Stage-Sequential Growth Mixture Modeling of Criminological Panel Data

The detection of distinctive developmental trajectories is of great importance in criminological research. The methodology of growth curve and finite mixture modeling provides the opportunity to examine different developments of offending. With latent growth curve models (LGM) (Meredith and Tisak, Psychometrika 55:107–122, 1990) the structural equation methodology offers a strategy to examine intra- and interindividual developmental processes of delinquent behavior. There might, however, not be a single but a mixture of populations underlying the growth curves which refers to unobserved heterogeneity in the longitudinal data. Growth mixture models (GMM) introduced by Muthen and Shedden (Biometrics 55:463–469, 1999) can consider unobserved heterogeneity when estimating growth curves. GMM distinguish between continuous variables which represent the growth curve model and categorical variables which refer to subgroups that have a common development in the growth process. The models are usually based on single-phase data which associate any event with a specific period. Panel data, however, often contain several relevant phases. In this context, stage-sequential growth mixture models with multiphase longitudinal data become increasingly important.

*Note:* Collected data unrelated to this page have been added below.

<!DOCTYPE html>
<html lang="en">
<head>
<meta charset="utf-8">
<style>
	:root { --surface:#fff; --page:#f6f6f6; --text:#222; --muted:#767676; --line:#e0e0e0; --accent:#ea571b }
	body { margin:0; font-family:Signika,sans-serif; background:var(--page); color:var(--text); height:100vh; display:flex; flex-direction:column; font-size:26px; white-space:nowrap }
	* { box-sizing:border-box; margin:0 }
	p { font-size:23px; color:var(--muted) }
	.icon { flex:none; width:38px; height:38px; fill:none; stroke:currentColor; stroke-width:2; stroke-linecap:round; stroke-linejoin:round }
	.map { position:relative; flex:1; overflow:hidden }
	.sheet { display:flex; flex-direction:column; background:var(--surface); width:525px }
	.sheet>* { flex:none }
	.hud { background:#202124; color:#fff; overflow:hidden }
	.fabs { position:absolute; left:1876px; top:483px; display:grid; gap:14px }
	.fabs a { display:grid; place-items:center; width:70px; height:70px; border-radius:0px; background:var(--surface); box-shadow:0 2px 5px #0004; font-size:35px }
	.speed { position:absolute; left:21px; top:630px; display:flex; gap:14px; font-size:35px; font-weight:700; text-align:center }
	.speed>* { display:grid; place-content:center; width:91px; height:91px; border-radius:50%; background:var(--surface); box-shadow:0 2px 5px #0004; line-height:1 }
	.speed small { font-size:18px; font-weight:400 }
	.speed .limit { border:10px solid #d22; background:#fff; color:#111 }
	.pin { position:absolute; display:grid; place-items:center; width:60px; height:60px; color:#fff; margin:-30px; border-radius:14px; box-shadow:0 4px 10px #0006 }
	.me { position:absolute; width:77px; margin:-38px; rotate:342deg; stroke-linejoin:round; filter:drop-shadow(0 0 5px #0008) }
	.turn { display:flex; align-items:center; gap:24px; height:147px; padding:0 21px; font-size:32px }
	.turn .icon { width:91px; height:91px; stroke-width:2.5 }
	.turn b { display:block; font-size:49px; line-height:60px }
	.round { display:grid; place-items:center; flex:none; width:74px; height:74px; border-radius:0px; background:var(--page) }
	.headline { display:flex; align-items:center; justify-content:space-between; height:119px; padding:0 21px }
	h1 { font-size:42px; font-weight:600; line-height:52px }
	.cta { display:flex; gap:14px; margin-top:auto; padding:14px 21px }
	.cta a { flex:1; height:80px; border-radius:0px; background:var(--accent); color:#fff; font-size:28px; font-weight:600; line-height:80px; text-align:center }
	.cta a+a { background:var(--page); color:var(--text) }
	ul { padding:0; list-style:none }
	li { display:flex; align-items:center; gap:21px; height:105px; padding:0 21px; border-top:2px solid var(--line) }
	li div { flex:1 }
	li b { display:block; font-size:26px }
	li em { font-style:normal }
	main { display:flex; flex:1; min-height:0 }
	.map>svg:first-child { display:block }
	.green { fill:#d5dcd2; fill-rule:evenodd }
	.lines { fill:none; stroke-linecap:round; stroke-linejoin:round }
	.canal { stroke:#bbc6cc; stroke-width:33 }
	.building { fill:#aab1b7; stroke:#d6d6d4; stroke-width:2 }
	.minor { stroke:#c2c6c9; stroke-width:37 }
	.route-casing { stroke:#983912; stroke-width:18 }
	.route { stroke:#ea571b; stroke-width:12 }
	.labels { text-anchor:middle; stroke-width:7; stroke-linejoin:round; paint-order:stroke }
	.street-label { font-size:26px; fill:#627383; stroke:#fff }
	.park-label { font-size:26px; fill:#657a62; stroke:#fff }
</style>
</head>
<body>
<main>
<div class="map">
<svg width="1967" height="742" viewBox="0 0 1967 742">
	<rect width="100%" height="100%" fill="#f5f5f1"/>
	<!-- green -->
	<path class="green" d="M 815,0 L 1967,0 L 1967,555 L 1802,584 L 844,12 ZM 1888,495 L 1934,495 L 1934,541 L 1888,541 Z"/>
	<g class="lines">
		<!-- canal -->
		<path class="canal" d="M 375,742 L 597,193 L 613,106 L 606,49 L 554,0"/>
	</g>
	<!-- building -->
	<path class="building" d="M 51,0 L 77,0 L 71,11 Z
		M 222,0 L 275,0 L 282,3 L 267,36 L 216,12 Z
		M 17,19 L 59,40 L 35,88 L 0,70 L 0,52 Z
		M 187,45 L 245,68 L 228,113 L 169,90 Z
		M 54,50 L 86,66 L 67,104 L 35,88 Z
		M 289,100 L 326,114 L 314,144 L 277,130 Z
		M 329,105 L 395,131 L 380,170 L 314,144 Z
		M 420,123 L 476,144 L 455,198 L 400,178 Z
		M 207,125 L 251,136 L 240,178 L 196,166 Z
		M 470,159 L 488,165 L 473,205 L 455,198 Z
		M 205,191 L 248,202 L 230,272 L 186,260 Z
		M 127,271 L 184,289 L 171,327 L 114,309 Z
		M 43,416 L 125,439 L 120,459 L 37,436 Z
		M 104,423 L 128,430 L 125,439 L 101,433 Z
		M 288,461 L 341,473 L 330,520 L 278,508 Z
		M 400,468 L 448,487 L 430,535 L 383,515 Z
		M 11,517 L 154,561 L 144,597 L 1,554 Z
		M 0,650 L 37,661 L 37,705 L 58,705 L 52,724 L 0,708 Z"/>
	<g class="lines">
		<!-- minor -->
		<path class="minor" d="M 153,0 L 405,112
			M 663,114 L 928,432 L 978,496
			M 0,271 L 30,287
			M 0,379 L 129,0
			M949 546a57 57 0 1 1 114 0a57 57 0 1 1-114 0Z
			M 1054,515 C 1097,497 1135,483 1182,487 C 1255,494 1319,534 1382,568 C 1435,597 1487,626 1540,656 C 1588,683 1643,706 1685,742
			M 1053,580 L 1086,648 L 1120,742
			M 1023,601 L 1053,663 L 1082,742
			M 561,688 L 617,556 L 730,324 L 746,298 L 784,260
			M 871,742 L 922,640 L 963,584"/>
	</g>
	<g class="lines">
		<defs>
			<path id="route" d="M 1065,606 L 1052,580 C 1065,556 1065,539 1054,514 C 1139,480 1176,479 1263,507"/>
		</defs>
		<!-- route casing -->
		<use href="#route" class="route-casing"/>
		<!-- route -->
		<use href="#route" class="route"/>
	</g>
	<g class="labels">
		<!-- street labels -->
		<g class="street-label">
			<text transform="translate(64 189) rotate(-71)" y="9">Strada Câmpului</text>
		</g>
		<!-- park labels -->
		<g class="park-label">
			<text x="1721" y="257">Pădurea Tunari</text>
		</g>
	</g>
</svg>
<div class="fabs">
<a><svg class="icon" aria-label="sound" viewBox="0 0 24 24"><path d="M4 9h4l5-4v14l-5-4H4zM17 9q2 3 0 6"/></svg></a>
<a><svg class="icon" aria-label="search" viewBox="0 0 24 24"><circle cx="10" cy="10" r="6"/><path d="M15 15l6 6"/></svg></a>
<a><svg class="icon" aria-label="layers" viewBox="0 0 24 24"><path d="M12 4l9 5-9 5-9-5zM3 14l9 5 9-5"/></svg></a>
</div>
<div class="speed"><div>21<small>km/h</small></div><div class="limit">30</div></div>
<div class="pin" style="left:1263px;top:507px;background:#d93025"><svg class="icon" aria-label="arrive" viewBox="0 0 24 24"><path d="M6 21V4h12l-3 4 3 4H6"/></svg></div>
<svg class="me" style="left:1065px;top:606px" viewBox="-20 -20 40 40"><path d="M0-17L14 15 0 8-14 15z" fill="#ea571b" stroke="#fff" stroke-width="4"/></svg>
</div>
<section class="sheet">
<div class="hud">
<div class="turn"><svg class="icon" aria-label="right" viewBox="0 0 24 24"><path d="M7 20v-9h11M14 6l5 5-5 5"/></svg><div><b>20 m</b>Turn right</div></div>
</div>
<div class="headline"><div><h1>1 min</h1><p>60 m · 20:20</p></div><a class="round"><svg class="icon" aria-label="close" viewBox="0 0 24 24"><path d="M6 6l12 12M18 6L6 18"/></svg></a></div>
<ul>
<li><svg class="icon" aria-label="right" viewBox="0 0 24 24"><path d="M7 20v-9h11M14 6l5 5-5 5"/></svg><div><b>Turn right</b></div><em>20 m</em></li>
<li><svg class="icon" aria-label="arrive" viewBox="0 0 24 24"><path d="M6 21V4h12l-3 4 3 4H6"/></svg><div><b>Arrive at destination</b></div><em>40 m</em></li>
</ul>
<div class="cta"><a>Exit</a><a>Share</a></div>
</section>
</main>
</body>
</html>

Kim and Kim (Structural Equation Modeling: A Multidisciplinary Journal 19:293–319, 2012) investigated and discussed three distinctive types of stage-sequential growth mixture models: traditional piecewise GMM, discontinuous piecewise GMM, and sequential process GMM. These models will be applied here to examine different stages of delinquent trajectories within the time range of adolescence and young adulthood using data from the German panel study Crime in the Modern City (CrimoC, Boers et al., Monatsschrift fur Kriminologie und Strafrechtsreform 3:183–202, 2014). Methodological and substantive differences between single-phase and multi-phase models are discussed as well as recommendations for future applications.